#### Your objective
In the entries that follow, find the word "small" and report each line it is on.

##### Provided data

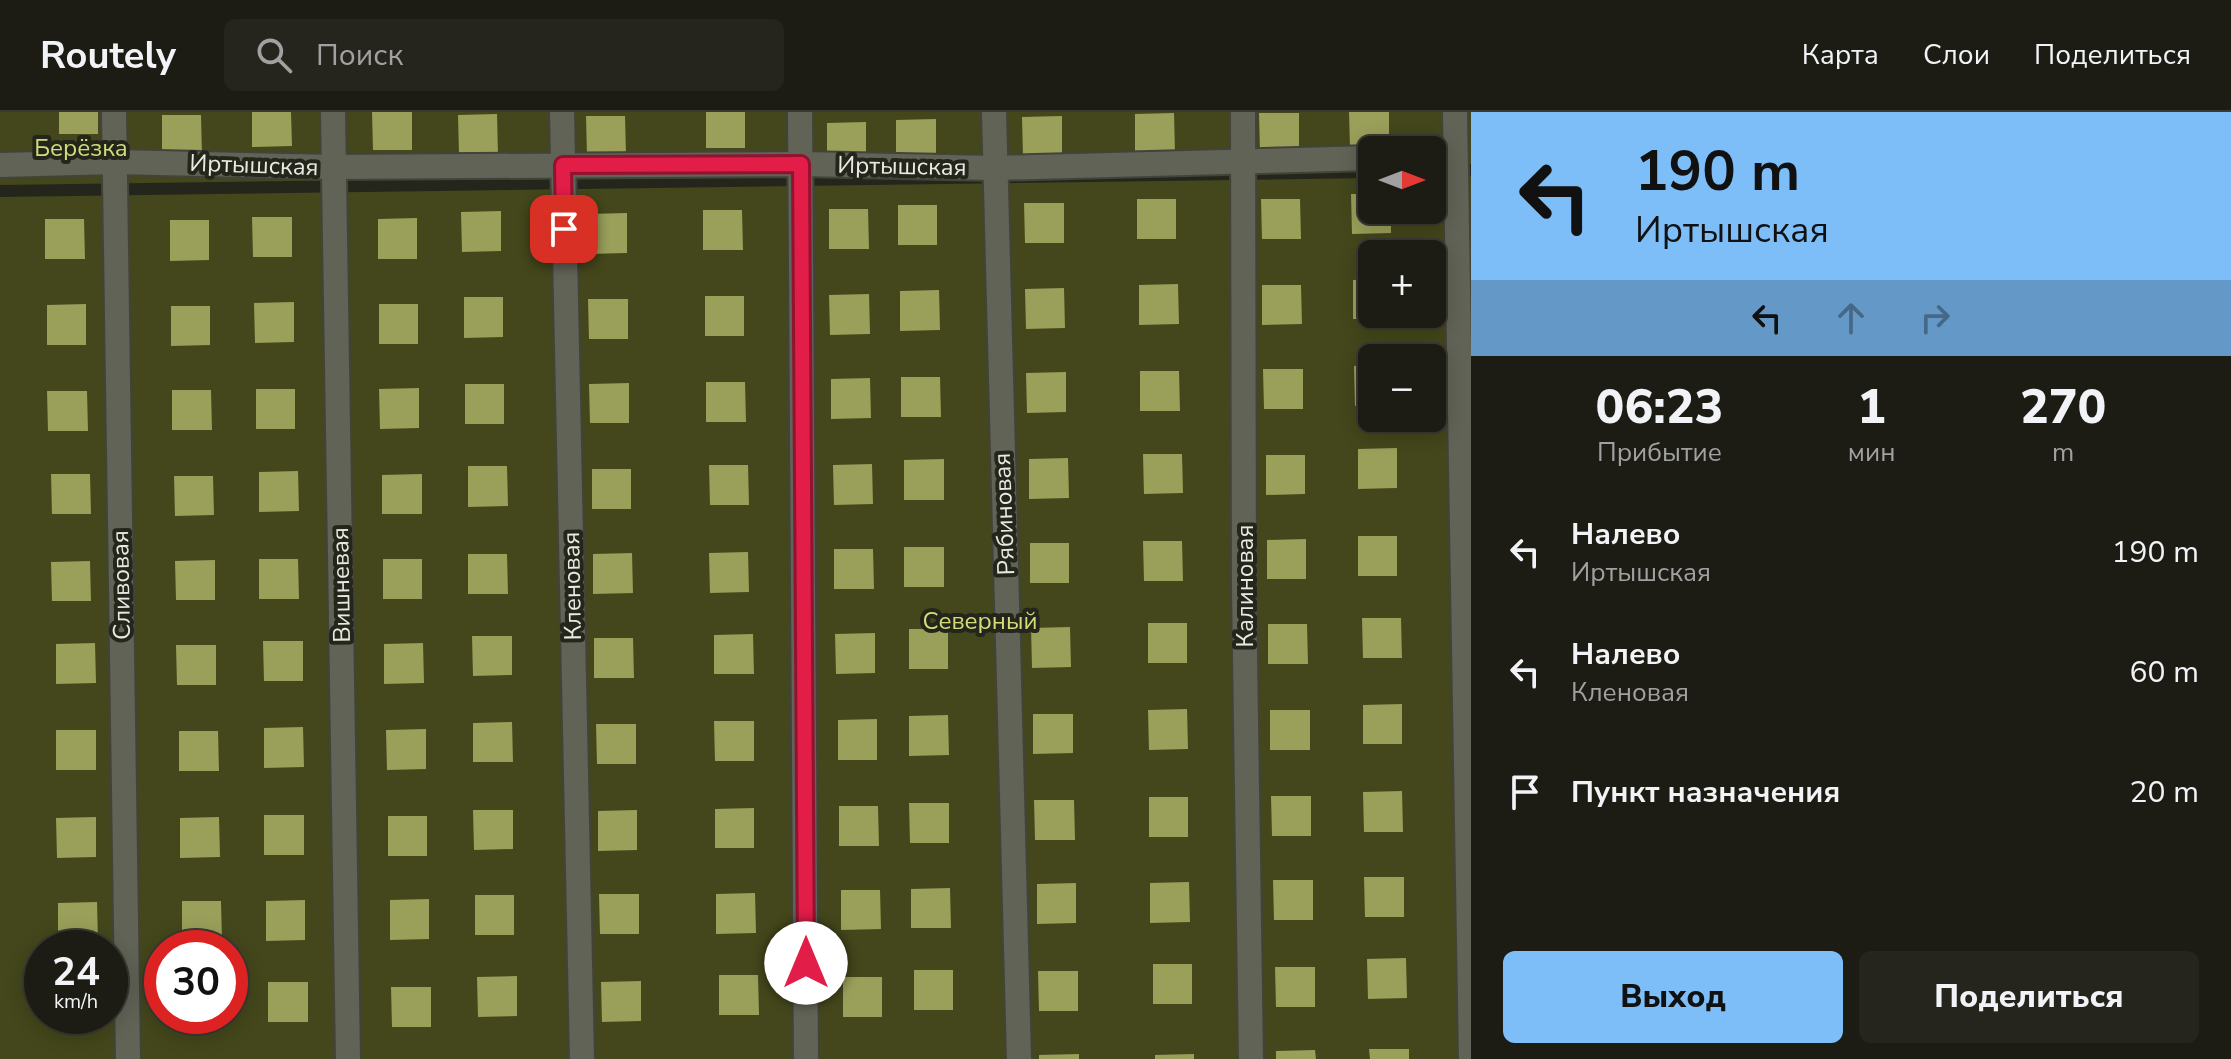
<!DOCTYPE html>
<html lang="ru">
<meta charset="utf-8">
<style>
:root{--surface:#1c1c14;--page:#25251d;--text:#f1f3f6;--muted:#a0a1a0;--line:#3a3a34;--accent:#7dbef9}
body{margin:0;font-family:"Nunito Sans",sans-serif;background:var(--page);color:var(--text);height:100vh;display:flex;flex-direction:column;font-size:30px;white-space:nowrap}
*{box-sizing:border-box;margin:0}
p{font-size:26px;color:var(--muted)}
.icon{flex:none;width:44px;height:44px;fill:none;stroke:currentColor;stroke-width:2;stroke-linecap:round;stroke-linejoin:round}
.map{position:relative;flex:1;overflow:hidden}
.side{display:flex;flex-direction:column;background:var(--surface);width:760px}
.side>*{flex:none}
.top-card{background:#7dbef9;color:#111;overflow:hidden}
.needle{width:52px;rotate:90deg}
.tools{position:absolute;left:1358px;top:24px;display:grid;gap:16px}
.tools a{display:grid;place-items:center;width:88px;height:88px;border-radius:12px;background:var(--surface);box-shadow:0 4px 20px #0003,0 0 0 2px var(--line);font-size:40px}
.speed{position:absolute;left:24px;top:818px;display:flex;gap:16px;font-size:40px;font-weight:700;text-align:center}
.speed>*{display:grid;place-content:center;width:104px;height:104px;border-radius:50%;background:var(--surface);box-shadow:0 4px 20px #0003,0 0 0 2px var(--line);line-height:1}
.speed small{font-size:20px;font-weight:400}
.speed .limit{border:12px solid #d22;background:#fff;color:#111}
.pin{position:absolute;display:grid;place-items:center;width:68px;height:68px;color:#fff;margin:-34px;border-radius:16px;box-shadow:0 4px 12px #0006}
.me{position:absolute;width:88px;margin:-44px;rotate:0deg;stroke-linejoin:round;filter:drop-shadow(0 0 6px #0008)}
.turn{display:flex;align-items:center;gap:28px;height:168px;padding:0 32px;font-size:36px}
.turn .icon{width:104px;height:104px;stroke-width:2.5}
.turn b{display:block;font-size:56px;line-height:68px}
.lanes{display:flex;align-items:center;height:76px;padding:0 32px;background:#0003;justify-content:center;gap:40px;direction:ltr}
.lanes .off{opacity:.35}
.eta{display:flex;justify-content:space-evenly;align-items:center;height:136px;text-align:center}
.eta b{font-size:48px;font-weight:800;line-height:56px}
.action{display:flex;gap:16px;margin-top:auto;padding:16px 32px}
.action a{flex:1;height:92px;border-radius:12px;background:var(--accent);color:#111;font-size:32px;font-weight:800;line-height:92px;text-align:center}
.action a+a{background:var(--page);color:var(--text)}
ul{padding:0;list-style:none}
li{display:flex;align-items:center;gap:24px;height:120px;padding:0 32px}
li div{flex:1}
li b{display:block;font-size:30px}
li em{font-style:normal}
header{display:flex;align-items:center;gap:48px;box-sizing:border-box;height:112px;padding:0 40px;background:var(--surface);border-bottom:2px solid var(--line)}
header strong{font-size:38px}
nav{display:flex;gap:44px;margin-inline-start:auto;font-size:28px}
.search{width:560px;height:72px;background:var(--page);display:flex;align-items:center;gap:20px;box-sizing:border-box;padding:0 28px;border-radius:12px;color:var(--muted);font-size:30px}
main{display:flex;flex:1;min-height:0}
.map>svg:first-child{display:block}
</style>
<header>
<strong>Routely</strong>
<div class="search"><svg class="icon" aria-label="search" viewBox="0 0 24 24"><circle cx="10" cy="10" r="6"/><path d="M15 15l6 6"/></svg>Поиск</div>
<nav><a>Карта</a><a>Слои</a><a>Поделиться</a></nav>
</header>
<main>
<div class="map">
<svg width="1471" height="947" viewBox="0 0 1471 947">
<rect width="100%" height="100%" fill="#25261b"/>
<!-- green -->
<g fill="#44471b" fill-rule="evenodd">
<path d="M0,0H1471V52L1432,53V38H1372V54L0,73Z"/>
<path d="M1471,64V947H0V85L1372,66V98H1432V65ZM1372,142H1432V202H1372ZM1372,246H1432V306H1372ZM42,836H110V904H42ZM162,836H230V904H162Z"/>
</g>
<!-- building -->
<g fill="#9a9f5a">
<rect x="59" y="0" width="39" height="22"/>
<path d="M252,0H291L292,34L252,35Z"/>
<path d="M372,0H412V38H373Z"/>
<rect x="706" y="0" width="39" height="36"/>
<path d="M1349,0H1389V36H1350Z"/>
<path d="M1174,1L1175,41L1135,42V2Z"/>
<path d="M1259,1H1299V41H1260Z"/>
<path d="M497,2L498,42H459L458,3Z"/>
<path d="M162,3H201L202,43H162Z"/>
<path d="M586,4H625L626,43L587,44Z"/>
<path d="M1062,4V44L1023,45L1022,5Z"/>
<path d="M936,7V47L896,48V8Z"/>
<path d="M866,10V50L827,51V11Z"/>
<path d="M1351,82H1372V98H1391V121L1352,122Z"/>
<rect x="1137" y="87" width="39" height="40"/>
<path d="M1261,87H1300L1301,127H1262Z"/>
<path d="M1024,91H1064V131H1025Z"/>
<rect x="898" y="93" width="39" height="40"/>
<path d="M829,97H868L869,137H829Z"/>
<path d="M703,98H742L743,138H703Z"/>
<path d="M501,99V139L462,140L461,100Z"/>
<path d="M627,101V141L588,142V102Z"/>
<path d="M252,105H292V145H253Z"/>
<path d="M417,106V147H378V107Z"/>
<path d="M45,107H84L85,147H45Z"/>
<path d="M170,108H209V148L170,149Z"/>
<path d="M1372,167V202H1393V207H1353V168Z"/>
<path d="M1178,172L1179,212L1139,213V173Z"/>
<path d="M1262,173H1301L1302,212L1262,213Z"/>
<path d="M1064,176L1065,216L1026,217L1025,177Z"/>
<path d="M939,178L940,218L900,219V179Z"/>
<path d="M869,182L870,222L830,223L829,183Z"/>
<rect x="705" y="184" width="39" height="40"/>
<path d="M464,185H503V225L464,226Z"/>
<path d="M588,187H628V227H589Z"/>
<path d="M294,190V230L255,231L254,191Z"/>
<path d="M86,192V233H47V193Z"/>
<rect x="379" y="192" width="39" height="40"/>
<path d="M171,194H210V233L171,234Z"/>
<path d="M1354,254H1372V294H1355Z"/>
<path d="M1263,257H1303V297H1264Z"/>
<path d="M1140,259H1179L1180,299H1140Z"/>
<path d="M1066,260V300L1027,301L1026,261Z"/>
<path d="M901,265H940L941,305H901Z"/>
<path d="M870,266L871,306L831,307V267Z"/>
<path d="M706,270H745L746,310H706Z"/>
<path d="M629,271V311H590L589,272Z"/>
<rect x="465" y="272" width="39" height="40"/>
<path d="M419,276V316L380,317L379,277Z"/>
<rect x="256" y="277" width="39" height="40"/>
<path d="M172,278H211L212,318H172Z"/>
<path d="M47,279H87L88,319H48Z"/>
<path d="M1397,336V376L1358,377V337Z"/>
<path d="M1143,342H1182L1183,381L1144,382Z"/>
<path d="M1266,343H1305V382L1266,383Z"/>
<path d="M1068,346L1069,386L1029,387V347Z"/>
<path d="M944,347V388H904V348Z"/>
<path d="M872,352L873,392L834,393L833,353Z"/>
<path d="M709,353H748L749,393H710Z"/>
<path d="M468,354H507L508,394L468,395Z"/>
<rect x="592" y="357" width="39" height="40"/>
<path d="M298,359L299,399L259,400V360Z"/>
<path d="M51,362H90L91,402H52Z"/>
<path d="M422,362V402H382V363Z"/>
<path d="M174,364H213L214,403L175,404Z"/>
<rect x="1358" y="424" width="39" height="40"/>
<path d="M1306,427V467H1267V428Z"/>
<path d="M1143,429H1182L1183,469H1144Z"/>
<rect x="1030" y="431" width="39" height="40"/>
<rect x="904" y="435" width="40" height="40"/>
<path d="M834,437H873L874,477H834Z"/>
<path d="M748,440L749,480L710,481L709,441Z"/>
<path d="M632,441L633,481L593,482V442Z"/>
<path d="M468,442H507L508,482H468Z"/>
<path d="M259,447H298L299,487H259Z"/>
<rect x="383" y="447" width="39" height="40"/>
<path d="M215,448V488H176L175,449Z"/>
<path d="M90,449L91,489H52L51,450Z"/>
<path d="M1362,506H1401L1402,546H1363Z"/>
<rect x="1148" y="511" width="39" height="40"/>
<path d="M1268,512H1307L1308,552H1268Z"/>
<path d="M1070,515L1071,555L1032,556L1031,516Z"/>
<rect x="909" y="517" width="39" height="40"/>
<path d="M875,521V561L836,562L835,522Z"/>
<path d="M753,522L754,562H714V523Z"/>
<path d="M472,524H512V563L473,564Z"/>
<path d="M594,526H633L634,566H594Z"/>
<path d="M263,529H303V569H264Z"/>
<path d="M95,531L96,571L56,572V532Z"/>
<path d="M423,531L424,571L384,572V532Z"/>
<path d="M176,533H216V573H177Z"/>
<path d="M1402,592V632H1363V593Z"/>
<path d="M1187,597L1188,637L1149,638L1148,598Z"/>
<rect x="1270" y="598" width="40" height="40"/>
<path d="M1033,602H1073V641L1033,642Z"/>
<path d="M948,603L949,643L909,644V604Z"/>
<path d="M877,607V648H838V608Z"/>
<path d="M714,609H754V649H715Z"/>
<path d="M512,610L513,650H473V611Z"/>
<path d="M596,612H636V652H597Z"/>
<path d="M303,615L304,655L264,656V616Z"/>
<path d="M426,617V657L387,658L386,618Z"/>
<rect x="56" y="618" width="40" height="40"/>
<path d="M179,619H218L219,659H179Z"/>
<path d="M1402,679L1403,720H1364L1363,680Z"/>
<path d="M1271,684H1311V724H1272Z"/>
<rect x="1149" y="685" width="39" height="40"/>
<path d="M1034,688H1074L1075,728H1035Z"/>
<path d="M909,691H949V731H910Z"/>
<path d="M839,694H878L879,734H839Z"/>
<path d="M754,696V736H715V697Z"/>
<path d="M473,698H513V737L474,738Z"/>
<path d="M637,698V738L598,739V699Z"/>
<rect x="264" y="703" width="40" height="40"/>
<rect x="388" y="704" width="39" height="40"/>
<path d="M96,705V745L57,746L56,706Z"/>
<path d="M219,705L220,745L180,746V706Z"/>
<path d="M1364,765H1404V805H1365Z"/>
<path d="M1273,768H1313V808H1274Z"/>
<path d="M1189,770L1190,810L1150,811V771Z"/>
<path d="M1076,771V811L1037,812V772Z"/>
<path d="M950,776L951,816H911V777Z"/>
<path d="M841,778H880L881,817L841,818Z"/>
<path d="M755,781L756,821L716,822V782Z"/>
<path d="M599,782H639V822H600Z"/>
<rect x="475" y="783" width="39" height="40"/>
<path d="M429,787V827L390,828V788Z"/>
<path d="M305,788V828L266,829V789Z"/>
<path d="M182,789H221L222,829H182Z"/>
<path d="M97,790L98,830L58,831V791Z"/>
<path d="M1406,846L1407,886L1368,887L1367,847Z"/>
<rect x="1153" y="852" width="39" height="40"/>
<path d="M1275,855H1315V895H1276Z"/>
<rect x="914" y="858" width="39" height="40"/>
<path d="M1038,859H1078V899H1039Z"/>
<path d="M719,863H758L759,903H719Z"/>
<path d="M517,864V904L478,905L477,865Z"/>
<rect x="843" y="865" width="39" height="40"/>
<path d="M641,869V909L602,910L601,870Z"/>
<rect x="268" y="870" width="40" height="40"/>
<path d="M391,875H431V915H392Z"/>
<rect x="61" y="904" width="39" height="8"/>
<path d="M184,904H223L224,916H184Z"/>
<path d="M1369,937H1409V947H1370Z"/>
<path d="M1315,938L1316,947H1276V939Z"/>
<path d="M1079,942V947H1039V943Z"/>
<path d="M1194,942V947H1155V943Z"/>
</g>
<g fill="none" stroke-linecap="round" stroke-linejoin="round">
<defs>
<g id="minor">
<path d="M114,0L128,947"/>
<path d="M333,0L348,947"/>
<path d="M562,0L582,947"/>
<path d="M800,0L806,947"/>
<path d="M994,0L1019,947"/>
<path d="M1243,0L1244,475L1251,947"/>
<path d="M1455,0L1471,947"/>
<path d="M0,53L115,50L334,55L801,52L994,56L1372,46"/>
</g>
</defs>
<!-- minor casing -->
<use href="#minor" stroke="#42433b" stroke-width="28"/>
<!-- minor -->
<use href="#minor" stroke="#616356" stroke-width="24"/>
</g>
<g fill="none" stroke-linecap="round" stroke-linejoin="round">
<defs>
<path id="route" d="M564,117L563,53L801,52L806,851"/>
</defs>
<!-- route casing -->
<use href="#route" stroke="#92132f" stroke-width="20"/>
<!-- route -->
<use href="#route" stroke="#e11d48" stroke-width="14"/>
</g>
<g text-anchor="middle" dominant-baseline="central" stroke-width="8" stroke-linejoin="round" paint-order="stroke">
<!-- park labels -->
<g font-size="24" fill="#d4dc79" stroke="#25261b">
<text x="81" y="36">Берёзка</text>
<text x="980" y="509">Северный</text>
</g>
<!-- street labels -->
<g font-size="24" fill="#e8e9e2" stroke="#25261b">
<text transform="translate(254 53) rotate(2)">Иртышская</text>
<text transform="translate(902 54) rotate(1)">Иртышская</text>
<text transform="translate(1004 402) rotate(-92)">Рябиновая</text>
<text transform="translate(121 473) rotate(-91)">Сливовая</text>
<text transform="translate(341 473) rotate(-91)">Вишневая</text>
<text transform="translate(572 474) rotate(-91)">Кленовая</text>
<text transform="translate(1245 474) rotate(-90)">Калиновая</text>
</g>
</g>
</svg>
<div class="tools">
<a><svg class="needle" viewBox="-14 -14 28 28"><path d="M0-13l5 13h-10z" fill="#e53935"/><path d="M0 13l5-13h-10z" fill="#a0a1a0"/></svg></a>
<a>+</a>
<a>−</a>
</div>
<div class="speed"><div>24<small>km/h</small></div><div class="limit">30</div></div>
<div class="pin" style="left:564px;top:117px;background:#d93025"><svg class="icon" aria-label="arrive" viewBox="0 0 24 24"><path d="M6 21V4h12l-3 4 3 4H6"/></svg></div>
<svg class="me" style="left:806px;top:851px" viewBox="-20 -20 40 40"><circle r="19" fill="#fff"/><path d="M0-13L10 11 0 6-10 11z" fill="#e11d48"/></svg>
</div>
<section class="side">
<div class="top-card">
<div class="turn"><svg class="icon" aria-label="left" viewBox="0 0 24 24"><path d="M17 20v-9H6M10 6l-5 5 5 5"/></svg><div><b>190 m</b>Иртышская</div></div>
<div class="lanes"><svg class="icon" aria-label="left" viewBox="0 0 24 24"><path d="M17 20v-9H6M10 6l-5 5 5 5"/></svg><svg class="icon off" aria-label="ahead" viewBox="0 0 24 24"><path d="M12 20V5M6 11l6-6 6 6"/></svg><svg class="icon off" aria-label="right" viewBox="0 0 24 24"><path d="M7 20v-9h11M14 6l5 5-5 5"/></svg></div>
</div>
<div class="eta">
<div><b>06:23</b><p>Прибытие</p></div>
<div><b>1</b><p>мин</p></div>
<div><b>270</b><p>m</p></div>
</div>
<ul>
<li><svg class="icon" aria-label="left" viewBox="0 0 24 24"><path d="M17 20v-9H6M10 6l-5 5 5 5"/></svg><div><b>Налево</b><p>Иртышская</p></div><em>190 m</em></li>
<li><svg class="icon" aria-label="left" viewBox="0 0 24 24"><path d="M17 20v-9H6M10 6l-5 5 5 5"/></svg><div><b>Налево</b><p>Кленовая</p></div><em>60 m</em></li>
<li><svg class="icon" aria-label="arrive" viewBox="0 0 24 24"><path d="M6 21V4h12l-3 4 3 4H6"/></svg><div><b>Пункт назначения</b></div><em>20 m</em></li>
</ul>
<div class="action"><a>Выход</a><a>Поделиться</a></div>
</section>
</main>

##########

#### Task result
.speed small{font-size:20px;font-weight:400}
<div class="speed"><div>24<small>km/h</small></div><div class="limit">30</div></div>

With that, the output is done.